━━━━━ Input for this task ━━━━━
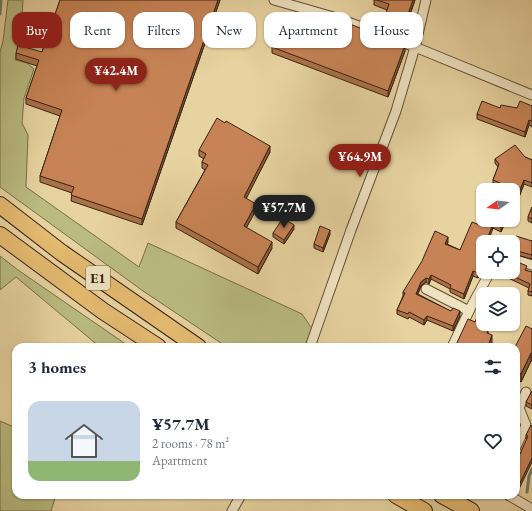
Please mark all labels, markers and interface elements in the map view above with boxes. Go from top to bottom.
chip: Buy [12,12,62,48]
chip: Rent [70,12,125,48]
chip: Filters [133,12,194,48]
chip: New [202,12,256,48]
chip: Apartment [264,12,352,48]
chip: House [360,12,423,48]
pin: ¥42.4M [83,58,149,92]
text: ¥42.4M [94,62,138,79]
pin: ¥64.9M [327,144,393,178]
text: ¥64.9M [338,148,382,165]
north arrow [476,183,520,227]
map controls [476,183,520,331]
pin: ¥57.7M [251,195,317,229]
text: ¥57.7M [262,199,306,216]
button: locate [476,235,520,279]
road number: E1 [86,266,110,290]
button: layers [476,287,520,331]
text: 3 homes [28,356,86,378]
icon: filters [482,356,504,378]
text: ¥57.7M [152,413,210,435]
icon: home [60,417,108,465]
icon: heart [482,430,504,452]
text: 2 rooms · 78 m² [152,435,229,452]
text: Apartment [152,452,207,469]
━━━━━
**What the task asks:** Copy each line in the entries above where the word "Apartment" shows up.

**Result:**
chip: Apartment [264,12,352,48]
text: Apartment [152,452,207,469]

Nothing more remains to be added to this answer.